One of the managers leads the line down to town and back. He has already been over the course once, noting its conditions with caution born of long experience. Sometimes his foresight bids him change the route. A corner is too sharp for the forty-horse team, a hill may be dangerously steep, a bridge too low or unsafe, the road too rough, or perhaps the advance man did not appreciate that at a certain point the parade would “double” on itself.

Behind him a drum corps blows and beats, and then Jeanne d’Arc, in polished armor, with clanking curtains of chain mail. The flush of tan is beginning to tint ears and cheeks under her helmet and her two mounted knights are very happy and proud. She is a young woman who was adopted by a wealthy aunt in Pittsburg, who sent her to Europe to keep her from entering circus life. Her sudden return, romantic marriage with a tattooed man, enlistment as a jockey rider in Cedar Rapids, Ia., and rapid rise to the front ranks of equestriennes is a matter circus folk never tire of discussing.

Through densely crowded streets the procession measures its gaudy passage, a handsome lovelorn young acrobat yearning for the return to the tent, where an eighteen-year-old girl somersault rider eagerly awaits him; the stepmother behind, who doesn’t approve of their devotion; a uniformed marshal, whose thoughts are for his wife, seriously ill in a Philadelphia hospital; a brother who fears for his sister; a bicycle rider at the performance, now high on the back of an elephant whose temper has been bad for several days; Sultan, a majestic lion, viewing it all calmly from the top of a high cage; bands playing, horses prancing, wagons rumbling, calliope screaming, clowns frollicking—truly a fantastic panorama. And sometimes ahead, then behind, again on the side, a tramp bicyclist, darting up steps and down, scaling fences, into stores and houses, often one wheel off the ground, seldom on both, but never dismounting.
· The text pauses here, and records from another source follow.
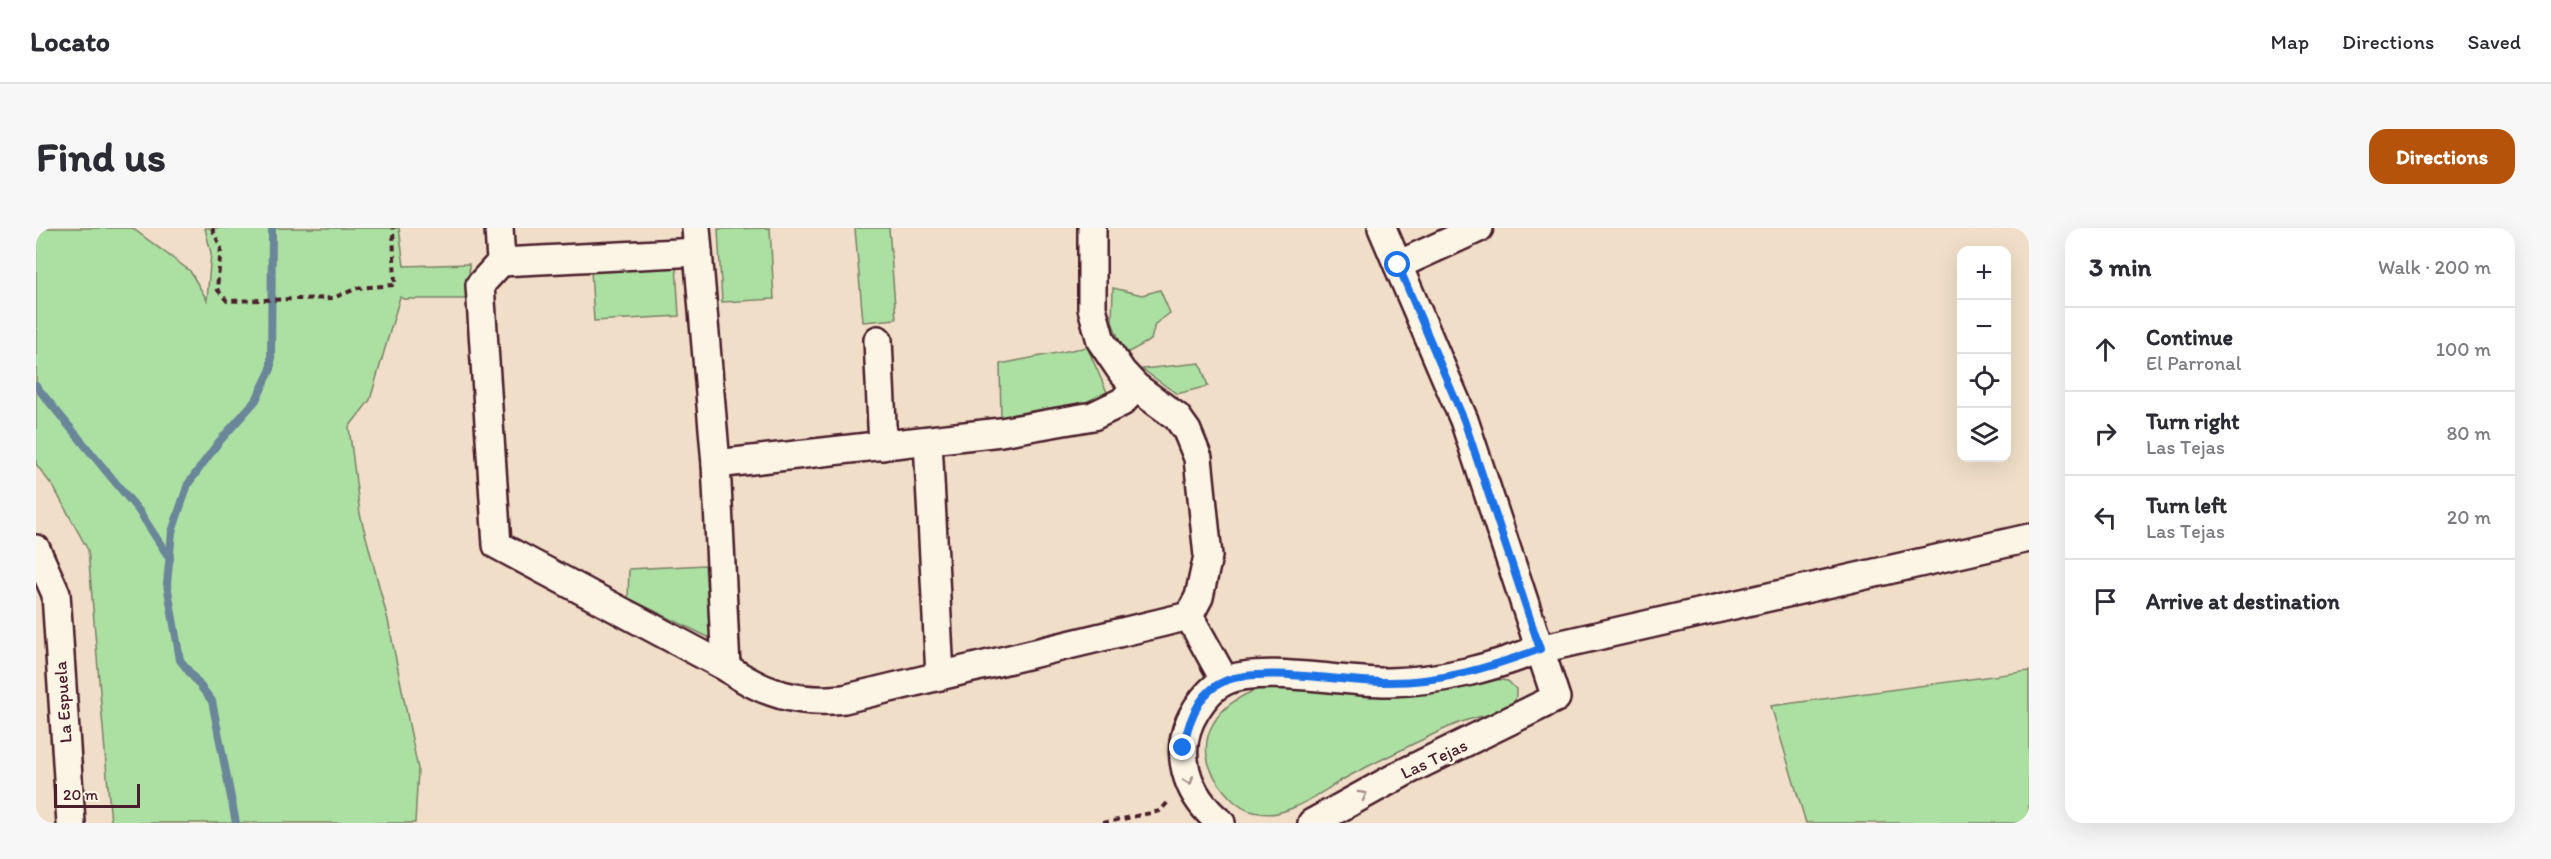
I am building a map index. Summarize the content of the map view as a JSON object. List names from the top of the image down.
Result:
{
  "streets": {
    "street": ["La Espuela", "Las Tejas"]
  },
  "scale_bar": "20 m",
  "page": {
    "header": "Locato",
    "nav": ["Map", "Directions", "Saved"],
    "buttons": "Directions",
    "title": "Find us",
    "heading": ["3 min", "Walk · 200 m"],
    "map_buttons": ["+", "−"],
    "list": [
      ["Continue", "El Parronal", "100 m"],
      ["Turn right", "Las Tejas", "80 m"],
      ["Turn left", "Las Tejas", "20 m"],
      "Arrive at destination"
    ],
    "scale": "20 m"
  }
}
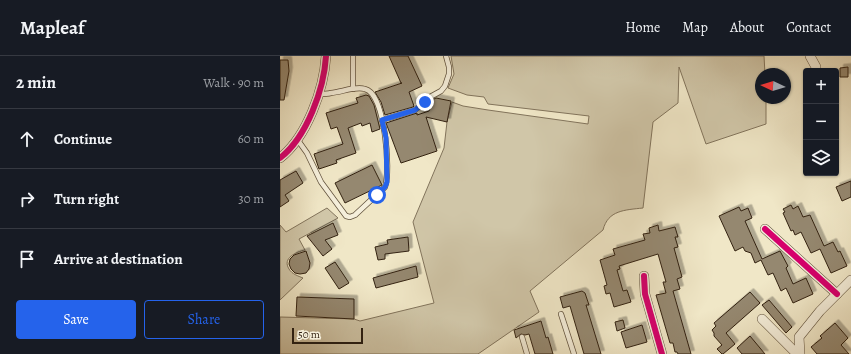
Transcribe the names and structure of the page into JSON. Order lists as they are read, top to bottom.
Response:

By the side of the band wagons and behind the shrieking calliope a cloud of boys keeps tireless pace, reeling off mile after mile, but gorged with happiness. Street cars make time with the procession, jammed with passengers and scores hanging to platforms, paying no fares but this eloquent testimony to the passing show. The tigers and lions look bored, and the hyena yawns with accumulated ennui. Behind, the gorgeously caparisoned riders, men and women in tights and spangles and breastplates of shining gold and steel; behind, the richly-decked camels with riders from the great desert and the elephants swaying to and fro with monotonous tread, and near the end of the gaudy line, the fairy outfit of Santa Claus, the old woman of nursery fame, Bluebeard in decapitation attitude and the other tableau wagons of burnished gold and flaming red.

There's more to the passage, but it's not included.